Information provided Start Marker

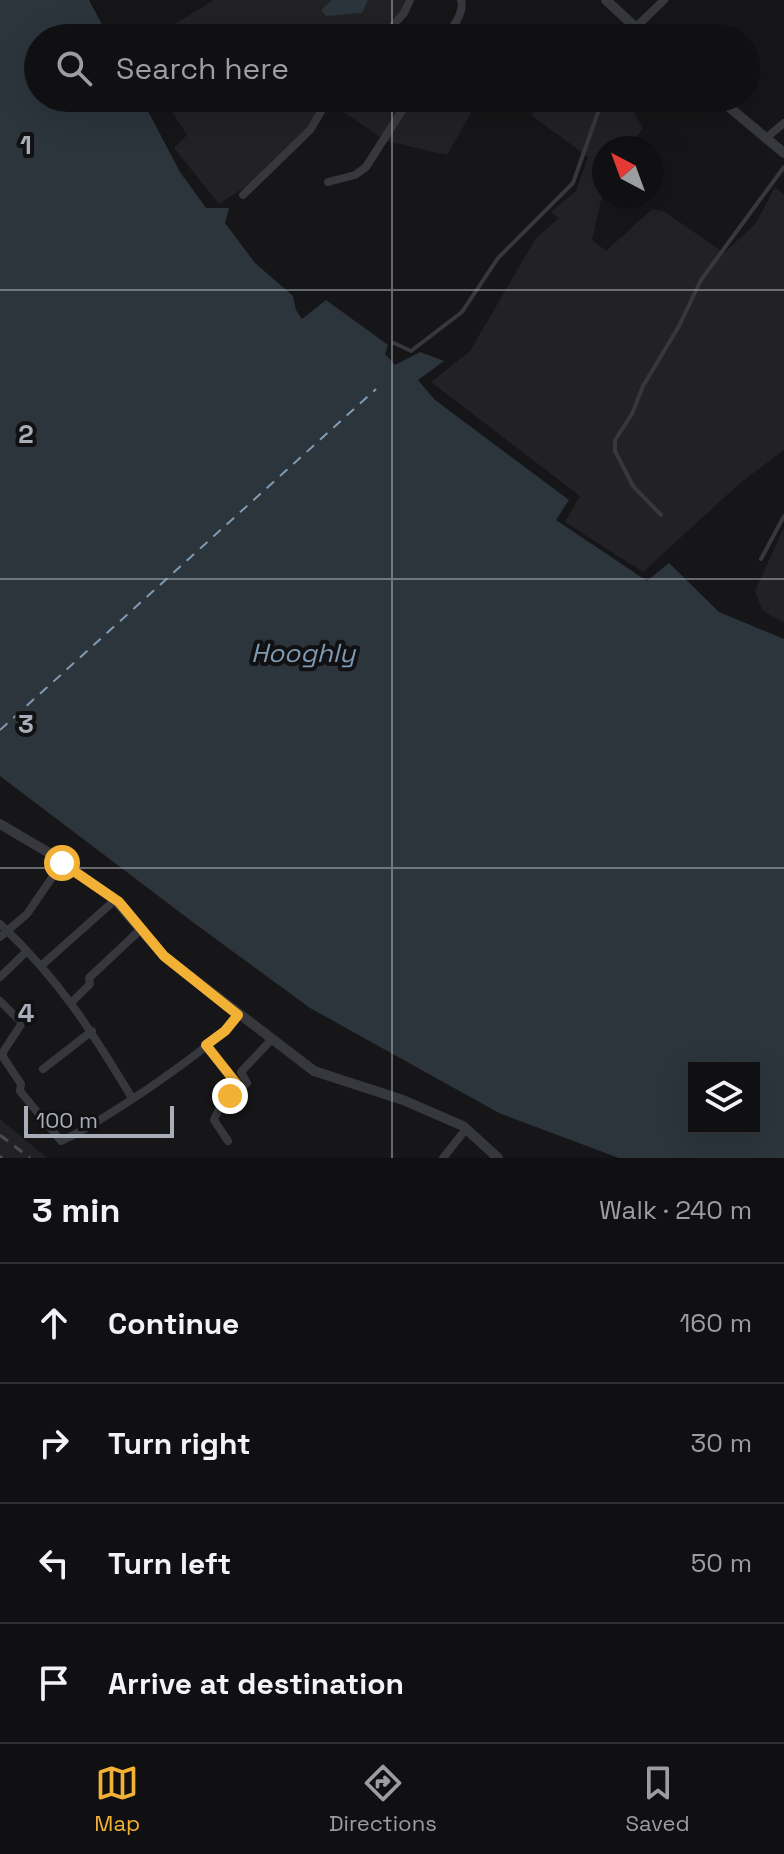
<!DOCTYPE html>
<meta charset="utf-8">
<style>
:root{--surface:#101012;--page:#1e1e20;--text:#f1f3f6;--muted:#9c9d9f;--line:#303032;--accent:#f2b134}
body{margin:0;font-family:"Space Grotesk",sans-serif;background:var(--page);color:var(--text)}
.controls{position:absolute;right:24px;bottom:24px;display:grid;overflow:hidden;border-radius:0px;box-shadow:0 8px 32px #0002}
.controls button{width:72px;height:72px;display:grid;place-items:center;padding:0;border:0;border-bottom:2px solid var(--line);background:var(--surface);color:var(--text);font:40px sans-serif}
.compass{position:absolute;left:592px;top:136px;width:72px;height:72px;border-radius:50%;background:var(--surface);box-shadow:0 8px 32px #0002;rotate:319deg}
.scale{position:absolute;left:24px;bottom:20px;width:150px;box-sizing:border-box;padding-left:8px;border:4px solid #a8adb8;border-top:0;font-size:22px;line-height:28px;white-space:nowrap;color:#a8adb8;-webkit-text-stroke:6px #111113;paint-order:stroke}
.stop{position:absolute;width:24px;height:24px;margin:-18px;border:6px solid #f2b134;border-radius:50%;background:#fff}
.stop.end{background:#f2b134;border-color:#fff;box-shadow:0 2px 8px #0008}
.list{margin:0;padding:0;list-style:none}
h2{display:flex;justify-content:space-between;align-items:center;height:104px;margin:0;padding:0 32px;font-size:34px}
h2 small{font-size:26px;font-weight:400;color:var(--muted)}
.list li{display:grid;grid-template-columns:52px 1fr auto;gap:24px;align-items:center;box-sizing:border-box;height:120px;padding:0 32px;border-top:2px solid var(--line)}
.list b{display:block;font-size:30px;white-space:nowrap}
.list em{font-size:26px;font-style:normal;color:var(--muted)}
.icon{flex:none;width:44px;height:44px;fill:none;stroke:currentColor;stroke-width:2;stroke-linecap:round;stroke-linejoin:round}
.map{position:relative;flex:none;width:784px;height:1158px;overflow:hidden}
.search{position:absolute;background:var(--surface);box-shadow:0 8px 32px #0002;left:24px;right:24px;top:24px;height:88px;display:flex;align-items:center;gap:20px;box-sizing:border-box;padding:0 28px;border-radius:44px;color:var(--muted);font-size:30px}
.sheet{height:584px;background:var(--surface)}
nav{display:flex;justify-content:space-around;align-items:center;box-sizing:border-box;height:112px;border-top:2px solid var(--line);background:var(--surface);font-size:22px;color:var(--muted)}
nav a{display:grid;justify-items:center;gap:4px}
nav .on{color:var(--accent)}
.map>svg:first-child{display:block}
.built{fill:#222225}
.water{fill:#2c353c;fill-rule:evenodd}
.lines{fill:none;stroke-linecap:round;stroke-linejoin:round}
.ferry{stroke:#7f9bb3;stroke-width:2;stroke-dasharray:10 8;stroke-linecap:butt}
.service{stroke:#37383d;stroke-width:4}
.minor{stroke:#37383d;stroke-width:8}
.tertiary{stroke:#37383d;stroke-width:10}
.rail{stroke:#4a4c52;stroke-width:3;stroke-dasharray:10 8;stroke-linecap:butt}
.route{stroke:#f2b134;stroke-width:10}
.grid{fill:none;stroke:#a8adb8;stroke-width:2;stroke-opacity:0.55}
.labels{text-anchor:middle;stroke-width:8;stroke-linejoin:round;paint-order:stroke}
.water-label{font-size:26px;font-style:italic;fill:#7f9bb3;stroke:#111113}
.grid-label{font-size:26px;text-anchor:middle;font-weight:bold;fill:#a8adb8;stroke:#111113;stroke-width:8;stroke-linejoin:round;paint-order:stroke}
</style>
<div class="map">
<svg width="784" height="1158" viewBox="0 0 784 1158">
<rect width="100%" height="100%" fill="#161618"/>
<g class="built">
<path d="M214,0H404L403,8L385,26L405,38H170L168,28Z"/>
<path d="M163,98H473L471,113L447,155L386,141L324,99L305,130L248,185L219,204L174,148L187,135Z"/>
<path d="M541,98H564L604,112L608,98H626L643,128L629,148H604V188L592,240L606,251L652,209L665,212L724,253L756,223L775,187L784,195V450L739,484L643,572L565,522L580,496L431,382L470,351L536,238L559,218L551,212L576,191L588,157L531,115Z"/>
<path d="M784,527V623L762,610L755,591Z"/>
<path d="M0,1119L47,1158H0Z"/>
</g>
<g class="water">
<path d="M0,0H89L109,38H38V98H141L180,172L206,208H229L225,223L255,263L293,296L296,310L302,319L326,300L388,345L385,354L395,365L420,352L444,361L418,380L435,400L569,500L556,520L647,581L669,563L719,612L784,639V1158H619L499,1113L310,1008L194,923L0,776ZM754,1068V1128H694V1068Z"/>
<path d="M332,0H368L362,13L326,16L321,10Z"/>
</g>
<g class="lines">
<path class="ferry" d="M0,730L376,389"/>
<g class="service">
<path d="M394,343L411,351L462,312L498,258L573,183L603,98"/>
<path d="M661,515L633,486L615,451V440L632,414L643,386L679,326L701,280L784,167"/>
<path d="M761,559L784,516"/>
</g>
<g class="minor">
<path d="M635,28L664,0"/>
<path d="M381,38L404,13L410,0"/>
<path d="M446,38C452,27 465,13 461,0"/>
<path d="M766,138L784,123"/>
<path d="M328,182L355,175L366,167L410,98"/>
<path d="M243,195L310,130L329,98"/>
<path d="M0,924C59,979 91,1030 132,1098"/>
<path d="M0,937L27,914L62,863"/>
<path d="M42,965L115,900"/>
<path d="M0,977L27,951"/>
<path d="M0,1001L22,1023L3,1052V1057L21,1084L20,1091L61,1141C96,1126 220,1044 238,1015"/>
<path d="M72,1002L90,984L89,978L141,929"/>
<path d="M206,1045L240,1088"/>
<path d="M43,1069L92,1031"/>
<path d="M228,1141L214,1120C219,1104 233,1094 247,1083L241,1072L271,1040"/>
<path d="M443,1158L466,1129"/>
</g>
<g class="tertiary">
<path d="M606,0L647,38"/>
<path d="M718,98L784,153"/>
<path d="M0,824L56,857L115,900L164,956L314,1071L403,1100L463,1126L498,1158"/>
</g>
<g class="rail">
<path d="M0,1135L30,1158"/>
<path d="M0,1156L2,1158"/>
</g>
</g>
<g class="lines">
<path class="route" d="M62,863L119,902L164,956L238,1015L225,1031L206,1045L240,1088L230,1096"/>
</g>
<path class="grid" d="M392,0V38M392,98V1158M0,290H784M0,579H784M0,868H784"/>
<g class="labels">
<g class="water-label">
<text x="303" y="662">Hooghly</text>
</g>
</g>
<g class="grid-label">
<text x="26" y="154">1</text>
<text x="26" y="443">2</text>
<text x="26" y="733">3</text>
<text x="26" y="1022">4</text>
</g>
</svg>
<div class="controls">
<button><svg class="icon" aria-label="layers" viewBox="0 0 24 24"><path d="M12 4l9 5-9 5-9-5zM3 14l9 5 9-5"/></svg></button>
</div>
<svg class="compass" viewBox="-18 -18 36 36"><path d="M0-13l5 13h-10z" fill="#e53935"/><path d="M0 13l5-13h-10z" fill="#9c9d9f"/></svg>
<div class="scale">100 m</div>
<div class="stop" style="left:62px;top:863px"></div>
<div class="stop end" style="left:230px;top:1096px"></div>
<div class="search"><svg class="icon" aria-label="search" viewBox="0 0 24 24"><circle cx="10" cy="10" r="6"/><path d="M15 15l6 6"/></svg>Search here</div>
</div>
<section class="sheet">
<h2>3 min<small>Walk · 240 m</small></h2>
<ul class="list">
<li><svg class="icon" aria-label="ahead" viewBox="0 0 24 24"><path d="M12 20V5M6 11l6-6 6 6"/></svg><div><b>Continue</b></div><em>160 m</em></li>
<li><svg class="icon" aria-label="right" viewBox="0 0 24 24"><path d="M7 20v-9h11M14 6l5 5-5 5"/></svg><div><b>Turn right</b></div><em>30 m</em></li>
<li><svg class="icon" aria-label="left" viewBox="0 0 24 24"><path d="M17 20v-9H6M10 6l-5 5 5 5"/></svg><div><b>Turn left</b></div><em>50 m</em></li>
<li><svg class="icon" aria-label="arrive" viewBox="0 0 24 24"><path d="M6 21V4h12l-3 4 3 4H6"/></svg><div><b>Arrive at destination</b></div></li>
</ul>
</section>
<nav>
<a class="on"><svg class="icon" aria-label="map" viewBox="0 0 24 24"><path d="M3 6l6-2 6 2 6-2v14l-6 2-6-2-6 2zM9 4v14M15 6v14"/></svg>Map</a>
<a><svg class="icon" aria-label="directions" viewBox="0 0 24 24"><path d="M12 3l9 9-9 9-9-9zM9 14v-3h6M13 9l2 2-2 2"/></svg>Directions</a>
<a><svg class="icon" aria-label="saved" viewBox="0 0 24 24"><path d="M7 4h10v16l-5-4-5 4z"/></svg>Saved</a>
</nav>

Information provided End Marker

• Aim of the exercise
What is needed is an exact copy of the lines from the one containing "3l9 9-9 9-9-9zM9" through the last line of the records, and nothing else.

• Result of the task
<a><svg class="icon" aria-label="directions" viewBox="0 0 24 24"><path d="M12 3l9 9-9 9-9-9zM9 14v-3h6M13 9l2 2-2 2"/></svg>Directions</a>
<a><svg class="icon" aria-label="saved" viewBox="0 0 24 24"><path d="M7 4h10v16l-5-4-5 4z"/></svg>Saved</a>
</nav>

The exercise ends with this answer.